Essa parceria de paternidade/maternidade, como fenômeno determinado de “família líquida”, de prática comum em outros países, decorrente da interação com redes sociais e na internet, é a busca de um parceiro ideal para gerar uma criança para ambos, sem que não necessite o casal de vínculos sexual ou afetivos preexistentes ou para o futuro. Mesmo em casos que tais, mais uma vez impera o exemplo de uma autodeterminação afetiva do pai, para mais realizar-se na pessoa dos filhos como expressão de sua continuidade.
Pontue-se, finalmente, que a paternidade não deve ser apenas encarada como uma ficção jurídica, conforme a lei (i) nos casos de inseminação artificial heteróloga, onde o filho é havido como do marido da mulher inseminada com sêmen de terceiro (a tanto prestando aquele seu consentimento) e este pai figura, no plano dos fatos, como um pai socioafetivo, ou (ii) quando a paternidade pode obter novos modelos, como o da paternidade dúplice.
Todos eles demandam os filhos, com afetos, direitos e responsabilidades.
Todos eles categorizam a paternidade como instituto jurídico de ampla latitude, diante das impactantes realidades fáticas, e que o direito de família, professado com proficiência pela doutrina do IBDFAM (Instituto Brasileiro de Direito de Família) e pela jurisprudência mais consentânea com a dignidade de todos, tem servido tutelar os interesses maiores.
Bem é certo que o direito de família é um direito transformador sempre pautado em conceitos e lógicas de contemporaneidade e de futuro.
Em sua obra Justiça para Ouriços, Ronald Dworkin sustenta que “aquilo que a verdade é, o que a vida significa, o que a moral requer e o que a justiça exige são aspectos diferentes de uma mesma grande questão”, ou seja, o valor em todas as suas formas.
Neste Dia dos Pais exorta-se que na valorização da vida das famílias: (i) todo pai reconheça seu filho, como aquele que o substitui no mundo, símbolo que o perpetua, e mais que isso, o reconheça perante o mundo, digno de uma existência que o assinale, dignamente, como filho; (ii) que todos assegurem, por afeto e responsabilidade parental, a importância existencial dos filhos, quando são ou foram e continuam sendo, ontem e hoje, todos eles também filhos; (iii) que o direito de convivência entre pais e filhos não seja apenas assegurado por decisões de Justiça, mas resultado natural de um recíproco direito personalíssimo em segurança da qualidade de vida de ambos; (iv) o apoio mútuo sirva de consagração do amor paterno-filial como reclama a consciência social dos valores morais.
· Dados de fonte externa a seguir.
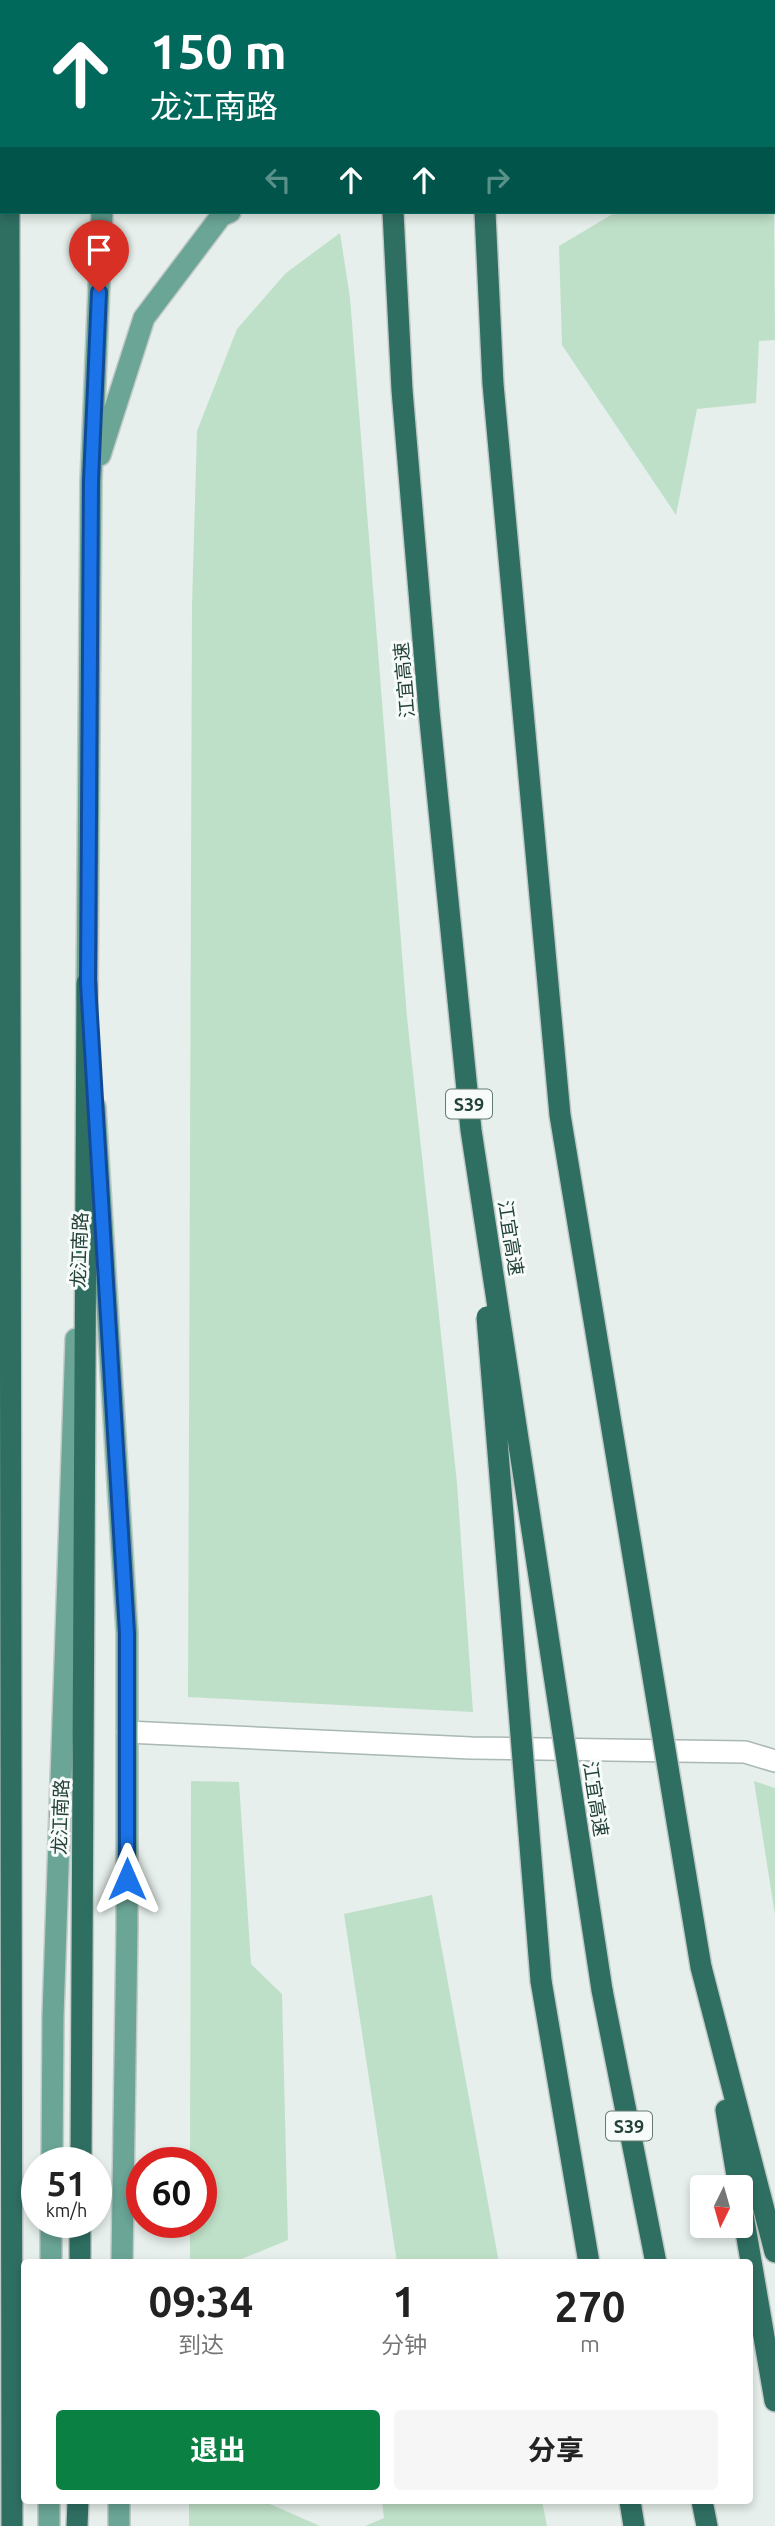 <!DOCTYPE html>
<html lang="zh">
<meta charset="utf-8">
<style>
body{margin:0;font-family:Ubuntu,"Noto Sans SC",sans-serif;background:#f6f6f6;color:#222;height:100vh;display:flex;flex-direction:column;font-size:26px;white-space:nowrap}
*{box-sizing:border-box;margin:0}
p{font-size:23px;color:#767676}
.icon{flex:none;width:38px;height:38px;fill:none;stroke:currentColor;stroke-width:2;stroke-linecap:round;stroke-linejoin:round}
.map{position:relative;flex:1;overflow:hidden}
.sheet{position:absolute;left:21px;top:2259px;width:732px;height:245px;display:flex;flex-direction:column;background:#fff;border-radius:7px;box-shadow:0 4px 10px #0003}
.sheet>*{flex:none}
.banner{position:absolute;left:0px;top:0px;width:775px;height:214px;box-shadow:0 4px 10px #0003;background:#00695c;color:#fff;overflow:hidden}
.needle{width:46px;rotate:185deg}
.tools{position:absolute;left:690px;top:2175px;display:grid;gap:14px}
.tools a{display:grid;place-items:center;width:63px;height:63px;border-radius:7px;background:#fff;box-shadow:0 4px 10px #0003;font-size:35px}
.speed{position:absolute;left:21px;top:2147px;display:flex;gap:14px;font-size:35px;font-weight:700;text-align:center}
.speed>*{display:grid;place-content:center;width:91px;height:91px;border-radius:50%;background:#fff;box-shadow:0 4px 10px #0003;line-height:1}
.speed small{font-size:18px;font-weight:400}
.speed .limit{border:10px solid #d22;background:#fff;color:#111}
.pin{position:absolute;display:grid;place-items:center;width:60px;height:60px;color:#fff;margin:-72px -30px;border-radius:50% 50% 50% 0;rotate:-45deg;box-shadow:0 0 7px #0007}
.pin .icon{rotate:45deg}
.me{position:absolute;width:77px;margin:-38px;rotate:0deg;stroke-linejoin:round;filter:drop-shadow(0 0 5px #0008)}
.turn{display:flex;align-items:center;gap:24px;height:147px;padding:0 35px;font-size:32px}
.turn .icon{width:91px;height:91px;stroke-width:2.5}
.turn b{display:block;font-size:49px;line-height:60px}
.lanes{display:flex;align-items:center;height:66px;padding:0 35px;background:#0003;justify-content:center;gap:35px;direction:ltr}
.lanes .off{opacity:.35}
.eta{display:flex;justify-content:space-evenly;align-items:center;height:119px;text-align:center}
.eta b{font-size:42px;font-weight:700;line-height:49px}
.button{display:flex;gap:14px;margin-top:auto;padding:14px 35px}
.button a{flex:1;height:80px;border-radius:7px;background:#0b8043;color:#fff;font-size:28px;font-weight:700;line-height:80px;text-align:center}
.button a+a{background:#f6f6f6;color:#222}
.map>svg:first-child{display:block}
.green{fill:#bfe0c8}
.lines{fill:none;stroke-linecap:round;stroke-linejoin:round}
.minor-casing{stroke:#a8b8b2;stroke-width:24}
.major-casing{stroke:#c2cac8;stroke-width:24}
.highway-casing{stroke:#c2cac8;stroke-width:24}
.minor{stroke:#fff;stroke-width:21}
.major{stroke:#6aa596;stroke-width:21}
.highway{stroke:#2f6f62;stroke-width:21}
.highway-bridge-casing{stroke:#c2cac8;stroke-width:24;stroke-linecap:butt}
.highway-bridge{stroke:#2f6f62;stroke-width:21}
.route-casing{stroke:#114b97;stroke-width:18}
.route{stroke:#1a73e8;stroke-width:12}
.labels{text-anchor:middle;dominant-baseline:central;stroke-width:6;stroke-linejoin:round;paint-order:stroke}
.shield{fill:#f7fbf9;stroke:#637a73;stroke-width:2}
.shield-label{font-size:18px;font-weight:bold;fill:#24423a}
.street-label{font-size:19px;fill:#24423a;stroke:#f7fbf9}
</style>
<div class="map">
<svg width="775" height="2526" viewBox="0 0 775 2526">
<rect width="100%" height="100%" fill="#e6efeb"/>
<!-- green -->
<path class="green" d="M774,202L775,340L759,341L756,403L697,409L676,515L562,345L559,246L616,212H774Z
M340,233L350,298L407,1017L457,1483L473,1712L188,1697L192,605L197,431L237,329L286,273Z
M191,1781L239,1782L251,1964L282,1994L288,2240L239,2260L238,2263H190V2223L201,2222V2163H190Z
M754,1781L775,1788V1915Z
M432,1895L499,2263H397L344,1914Z
M189,2501H263L320,2526H189Z
M382,2501H542L547,2526H365L384,2518Z"/>
<g class="lines">
<!-- minor casing -->
<g class="minor-casing">
<path id="minor" d="M774,139H775
M0,196H2
M127,1732L471,1748L745,1752L775,1761"/>
</g>
<!-- major casing -->
<g class="major-casing">
<path id="major" d="M91,0V2
M486,2L509,0
M0,45H2
M774,51H775
M0,115L2,114
M100,455L144,318L221,216L230,212
M87,999L91,481L102,212
M95,1107L127,1633V1928L122,2263
M52,2163L53,2016L76,1339
M51,2263V2222
M49,2526V2501
M119,2526V2501"/>
</g>
<!-- highway casing -->
<g class="highway-casing">
<path id="highway" d="M8,0V2
M381,0V2
M476,0V2
M9,212L12,2526
M701,1967L775,2252
M541,1981L589,2263
M602,1990L656,2263
M726,2110L739,2188
M81,2163L87,983
M740,2197L775,2401
M80,2263V2222
M630,2501L634,2526
M702,2501L707,2526
M77,2526L78,2501"/>
</g>
<!-- minor -->
<use href="#minor" class="minor"/>
<!-- major -->
<use href="#major" class="major"/>
<!-- highway -->
<use href="#highway" class="highway"/>
<!-- highway-bridge casing -->
<g class="highway-bridge-casing">
<path id="highway-bridge" d="M393,212L402,390L429,711L471,1130L602,1990
M485,212L493,384L560,1115L701,1967
M487,1317L541,1981"/>
</g>
<!-- highway-bridge -->
<use href="#highway-bridge" class="highway-bridge"/>
</g>
<g class="lines">
<!-- route casing -->
<g class="route-casing">
<path id="route" d="M99,292L91,481L88,983L127,1633V1879"/>
</g>
<!-- route -->
<use href="#route" class="route"/>
</g>
<g class="labels">
<!-- shield labels -->
<g class="shield">
<rect x="446" y="1089.5" width="46" height="29" rx="5"/>
<rect x="606" y="2111.5" width="46" height="29" rx="5"/>
</g>
<g class="shield-label">
<text x="469" y="1104">S39</text>
<text x="629" y="2126">S39</text>
</g>
<!-- street labels -->
<g class="street-label">
<text transform="translate(404 680) rotate(-95)">江宜高速</text>
<text transform="translate(511 1238) rotate(81)">江宜高速</text>
<text transform="translate(79 1250) rotate(-88)">龙江南路</text>
<text transform="translate(596 1799) rotate(81)">江宜高速</text>
<text transform="translate(60 1817) rotate(-88)">龙江南路</text>
</g>
</g>
</svg>
<div class="tools">
<a><svg class="needle" viewBox="-14 -14 28 28"><path d="M0-13l5 13h-10z" fill="#e53935"/><path d="M0 13l5-13h-10z" fill="#767676"/></svg></a>
</div>
<div class="speed"><div>51<small>km/h</small></div><div class="limit">60</div></div>
<div class="pin" style="left:99px;top:292px;background:#d93025"><svg class="icon" aria-label="arrive" viewBox="0 0 24 24"><path d="M6 21V4h12l-3 4 3 4H6"/></svg></div>
<svg class="me" style="left:127px;top:1879px" viewBox="-20 -20 40 40"><path d="M0-17L14 15 0 8-14 15z" fill="#1a73e8" stroke="#fff" stroke-width="4"/></svg>
<div class="banner">
<div class="turn"><svg class="icon" aria-label="ahead" viewBox="0 0 24 24"><path d="M12 20V5M6 11l6-6 6 6"/></svg><div><b>150 m</b>龙江南路</div></div>
<div class="lanes"><svg class="icon off" aria-label="left" viewBox="0 0 24 24"><path d="M17 20v-9H6M10 6l-5 5 5 5"/></svg><svg class="icon" aria-label="ahead" viewBox="0 0 24 24"><path d="M12 20V5M6 11l6-6 6 6"/></svg><svg class="icon" aria-label="ahead" viewBox="0 0 24 24"><path d="M12 20V5M6 11l6-6 6 6"/></svg><svg class="icon off" aria-label="right" viewBox="0 0 24 24"><path d="M7 20v-9h11M14 6l5 5-5 5"/></svg></div>
</div>
<section class="sheet">
<div class="eta">
<div><b>09:34</b><p>到达</p></div>
<div><b>1</b><p>分钟</p></div>
<div><b>270</b><p>m</p></div>
</div>
<div class="button"><a>退出</a><a>分享</a></div>
</section>
</div>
Que os filhos acolham, com animação os seus pais, os admitindo, com amor e reverencia, nos lugares onde a alma (princípio vital) se encontra inteira. E que os pais desempenhem essa sua divina condição, com idêntico credo-sentimento, em inafastável compromisso de vida recíproco.
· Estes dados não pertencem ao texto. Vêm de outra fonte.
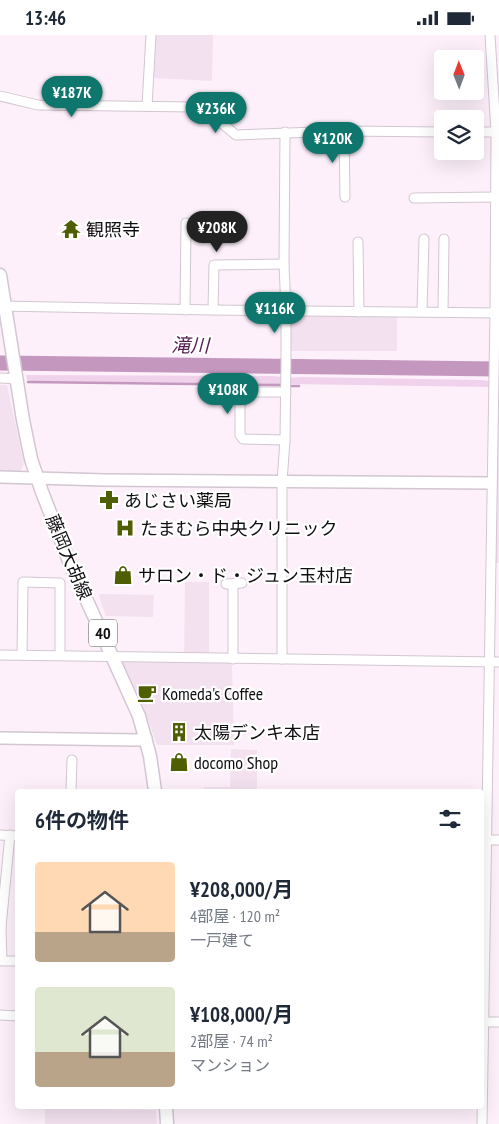 <!DOCTYPE html>
<html lang="ja">
<meta charset="utf-8">
<style>
body{margin:0;font-family:"PT Sans Narrow","Noto Sans JP",sans-serif;background:#f6f6f7;color:#1f2937;height:100vh;display:flex;flex-direction:column;font-size:19px;white-space:nowrap}
*{box-sizing:border-box;margin:0}
p{font-size:16px;color:#747a83}
.icon{flex:none;width:28px;height:28px;fill:none;stroke:currentColor;stroke-width:2;stroke-linecap:round;stroke-linejoin:round}
.map{position:relative;flex:1;overflow:hidden}
.side{position:absolute;left:15px;top:754px;width:469px;height:320px;display:flex;flex-direction:column;background:#fff;border-radius:5px;box-shadow:0 5px 20px #0002}
.side>*{flex:none}
.needle{width:32px;rotate:359deg}
.tools{position:absolute;left:434px;top:15px;display:grid;gap:10px}
.tools a{display:grid;place-items:center;width:50px;height:50px;border-radius:5px;background:#fff;box-shadow:0 5px 20px #0002;font-size:25px}
.price{position:absolute;translate:-50% -42px;padding:0 11px;border-radius:18px;background:#0f766e;color:#fff;font-size:16px;line-height:32px;filter:drop-shadow(0 1px 2px #0008)}
.price::after{content:'';position:absolute;left:50%;top:30px;width:15px;height:11px;margin-left:-8px;background:inherit;clip-path:polygon(0 0,100% 0,50% 100%)}
.price.active{background:#222;color:#fff}
ul{padding:0;list-style:none}
li{display:flex;align-items:center;gap:15px;height:125px;padding:0 20px}
li span{display:grid;place-items:center;flex:none;width:140px;height:100px;border-radius:5px;color:#555}
li>.icon{margin-inline-start:auto}
span .icon{width:60px;height:60px;fill:#fffc;stroke-width:1}
li b{font-size:21px}
h2{display:flex;justify-content:space-between;align-items:center;height:60px;padding:0 20px;font-size:21px}
.status{display:flex;justify-content:space-between;align-items:center;height:35px;padding:0 25px;background:#fff;direction:ltr}
.status svg{height:14px;fill:currentColor}
.map>svg:first-child{display:block}
</style>
<div class="status"><b>13:46</b><svg viewBox="0 0 49 12"><path d="M0 12V9h3v3zM5 12V6h3v6zM10 12V3h3v9zM15 12V0h3v12zM26 1h20v11H26zM47 4h2v5h-2z"/></svg></div>
<div class="map">
<svg width="499" height="1089" viewBox="0 0 499 1089">
<rect width="100%" height="100%" fill="#fdf0fb"/>
<g fill="#f3e1f0">
<polygon points="154,0 213,0 212,46 153,43"/>
<polygon points="291,279 397,280 397,316 290,316"/>
<polygon points="0,350 7,350 24,429 20,436 0,436"/>
<polygon points="497,355 499,355 499,528 496,528"/>
<polygon points="185,547 209,547 209,626 232,627 234,710 157,710 144,673 122,625 184,627"/>
<polygon points="99,559 154,560 153,582 106,581 100,565"/>
<polygon points="231,714 257,715 257,756 204,756 204,752 230,752"/>
<polygon points="45,1073 156,1075 157,1089 45,1089"/>
</g>
<g fill="#f0d2ec">
<polygon points="26,340 272,341 283,342 283,349 31,346 27,345"/>
<polygon points="301,342 482,345 490,346 490,352 289,349 289,343"/>
</g>
<g fill="none" stroke-linecap="round" stroke-linejoin="round">
<g stroke="#c497bf" stroke-width="2.5">
<polyline points="28,347 281,350"/>
<polyline points="289,351 299,351"/>
</g>
<polyline stroke="#c497bf" stroke-width="15" points="0,328 499,334"/>
<g stroke="#d2c6d1" stroke-width="11">
<g id="street">
<polyline points="0,61 38,70 194,72 208,77 236,100 344,96 442,97"/>
<polyline points="147,71 151,0"/>
<polyline points="344,96 345,162"/>
<polyline points="475,97 499,97"/>
<polyline points="414,163 495,162"/>
<polyline points="358,207 359,277"/>
<polyline points="0,271 213,275 499,278"/>
<polyline points="185,275 186,188"/>
<polyline points="213,275 214,230 284,229"/>
<polyline points="422,276 424,204"/>
<polyline points="443,276 444,204"/>
<polyline points="0,343 18,344"/>
<polyline points="285,405 243,404 240,400 240,361 242,357 286,357"/>
<polyline points="226,549 242,548"/>
<polyline points="233,549 233,624"/>
<polyline points="0,620 499,627"/>
<polyline points="22,620 23,547 60,548 60,620"/>
<polyline points="282,624 282,447 285,405 286,322 286,275 284,229 285,97"/>
<polyline points="71,756 72,725"/>
<polyline points="0,800 18,801"/>
<polyline points="482,805 499,805"/>
<polyline points="0,892 1,892 2,926 18,926"/>
<polyline points="1,892 10,800"/>
<polyline points="0,980 18,981"/>
<polyline points="481,987 499,987"/>
<polyline points="482,1089 495,278 496,97 490,0"/>
</g>
</g>
<g stroke="#d2c6d1" stroke-width="14">
<g id="secondary">
<polyline points="0,442 105,445 491,448"/>
<polyline points="0,703 139,705 146,703"/>
</g>
</g>
<g stroke="#d2c6d1" stroke-width="15">
<g id="primary">
<polyline points="0,240 23,385 31,424 42,457 69,526 139,681 150,721 155,756"/>
<polyline points="166,1071 167,1089"/>
</g>
</g>
<use href="#street" stroke="#fff" stroke-width="9"/>
<use href="#secondary" stroke="#fff" stroke-width="11"/>
<use href="#primary" stroke="#fff" stroke-width="12"/>
</g>
<defs>
<g id="temple-bare" transform="scale(1.5)"><path d="M0-6L5-2H3V0L6.5 2.5H4V6H1.5V3h-3V6H-4V2.5H-6.5L-3 0V-2H-5Z" fill="#4f5e00" stroke="#fff" stroke-width="2.5" paint-order="stroke"/></g>
<g id="pharmacy-bare" transform="scale(1.5)"><path d="M-2-6h4v4h4v4h-4v4h-4v-4h-4v-4h4Z" fill="#4f5e00" stroke="#fff" stroke-width="2.5" paint-order="stroke"/></g>
<g id="hospital-bare" transform="scale(1.5)"><path d="M-5-5h3v3.5h4V-5h3V5h-3V1.5h-4V5h-3Z" fill="#4f5e00" stroke="#fff" stroke-width="2.5" paint-order="stroke"/></g>
<g id="shop-bare" transform="scale(1.5)"><path d="M-5-2.5h2.3a2.7 3.5 0 0 1 5.4 0H5L5.5 6h-11ZM-1.5-2.5h3a1.5 2.3 0 0 0-3 0Z" fill="#4f5e00" stroke="#fff" stroke-width="2.5" paint-order="stroke"/></g>
<g id="cafe-bare" transform="scale(1.5)"><path d="M-5.5-4.5H6V0H3Q3 3.5 0 3.5H-2.5Q-5.5 3.5-5.5 0ZM3-3.2v2h1.7v-2ZM-6 4.5H4V6H-6Z" fill="#4f5e00" stroke="#fff" stroke-width="2.5" paint-order="stroke"/></g>
<g id="building-bare" transform="scale(1.5)"><path d="M-4-6H4V6H1V3H-1V6H-4ZM-2.5-4.3h1.7v1.8h-1.7ZM.8-4.3h1.7v1.8H.8ZM-2.5-1h1.7V.8h-1.7ZM.8-1h1.7V.8H.8Z" fill="#4f5e00" stroke="#fff" stroke-width="2.5" paint-order="stroke"/></g>
</defs>
<g fill-rule="evenodd">
<use href="#temple-bare" x="71" y="194"/>
<use href="#pharmacy-bare" x="109" y="465"/>
<use href="#hospital-bare" x="125" y="493"/>
<use href="#shop-bare" x="123" y="540"/>
<use href="#cafe-bare" x="147" y="658"/>
<use href="#building-bare" x="179" y="697"/>
<use href="#shop-bare" x="179" y="727"/>
</g>
<g text-anchor="middle" dominant-baseline="central" stroke-width="4.5" stroke-linejoin="round" paint-order="stroke">
<rect fill="#fff" stroke="#585658" stroke-width="1" x="89" y="584.5" width="28" height="27" rx="4"/>
<g font-size="16" font-weight="bold" fill="#110e11">
<text x="103" y="598">40</text>
</g>
<g font-size="18" fill="#110e11" stroke="#fff" text-anchor="start">
<text x="86" y="194">観照寺</text>
<text x="124" y="465">あじさい薬局</text>
<text x="140" y="493">たまむら中央クリニック</text>
<text x="138" y="540">サロン・ド・ジュン玉村店</text>
<text x="162" y="658">Komeda's Coffee</text>
<text x="194" y="697">太陽デンキ本店</text>
<text x="194" y="727">docomo Shop</text>
</g>
<g font-size="18" fill="#110e11" stroke="#fff">
<text transform="translate(69 522) rotate(67)">藤岡大胡線</text>
</g>
<g font-size="19" font-style="italic" fill="#541d50" stroke="#fff">
<text transform="translate(190 310) rotate(1)">滝川</text>
</g>
</g>
</svg>
<div class="tools">
<a><svg class="needle" viewBox="-14 -14 28 28"><path d="M0-13l5 13h-10z" fill="#e53935"/><path d="M0 13l5-13h-10z" fill="#747a83"/></svg></a>
<a><svg class="icon" aria-label="layers" viewBox="0 0 24 24"><path d="M12 4l9 5-9 5-9-5zM3 14l9 5 9-5"/></svg></a>
</div>
<b class="price" style="left:72px;top:83px">¥187K</b>
<b class="price" style="left:216px;top:99px">¥236K</b>
<b class="price" style="left:333px;top:129px">¥120K</b>
<b class="price active" style="left:217px;top:218px">¥208K</b>
<b class="price" style="left:275px;top:299px">¥116K</b>
<b class="price" style="left:228px;top:380px">¥108K</b>
<section class="side">
<h2>6件の物件<svg class="icon" aria-label="filters" viewBox="0 0 24 24"><path d="M4 7h16M4 17h16"/><circle cx="9" cy="7" r="2"/><circle cx="15" cy="17" r="2"/></svg></h2>
<ul>
<li><span style="background:linear-gradient(#ffd9b3 70%,#b9a48a 0)"><svg class="icon" aria-label="home" viewBox="0 0 24 24"><path d="M3 11l9-7 9 7M6 9v11h12V9"/></svg></span><div><b>¥208,000/月</b><p>4部屋 · 120 m²</p><p>一戸建て</p></div></li>
<li><span style="background:linear-gradient(#dfe7d0 65%,#b9a48a 0)"><svg class="icon" aria-label="home" viewBox="0 0 24 24"><path d="M3 11l9-7 9 7M6 9v11h12V9"/></svg></span><div><b>¥108,000/月</b><p>2部屋 · 74 m²</p><p>マンション</p></div></li>
</ul>
</section>
</div>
Conforme a poética de Mario Quintana, que não seja apenas um rascunho de vida. Poderá não haver tempo de passar a limpo. Hora de valorizar os filhos que conquistamos e os pais que a vida nos premiou.
Referências
[1] ALVES, Jones Figueirêdo. Pai, aquele que se a(pai)xona e o seu estatuto jurídico. In: Consultor Jurídico – ConJur em 09.08.2020.
[2] PEREIRA, Sérgio Gischkow. “Direito de Família”, Porto Alegre: Livraria do Advogado Editora, 2007, p. 101-102
[3] Daniel Amorim Assumpção Neves, “Novo CPC. Inovações, Alterações e Supressões Comentadas, Ed. Método, 2015, pp. 353-354.
[4] ALVES, Jones Figueirêdo. Do incumprimento das verbas alimentares em manifesta privação da família. In: Consultor Jurídico – Conjur, em 24.07.2022.
[5] STJ. 3ª Turma. Recurso Especial nº 1.159.242 – SP (2009/0193701-9; julgado em 24.04.2012.
*Jones Figueirêdo Alves é desembargador decano do Tribunal de Justiça de Pernambuco, mestre em Ciências Jurídicas pela Faculdade de Direito da Universidade de Lisboa (FDUL), integrante da Academia Brasileira de Direito Civil, membro do Instituto Brasileiro de Direito de Família (IBDFAM) e membro fundador do Instituto Brasileiro de Direito Contratual (IBDCont).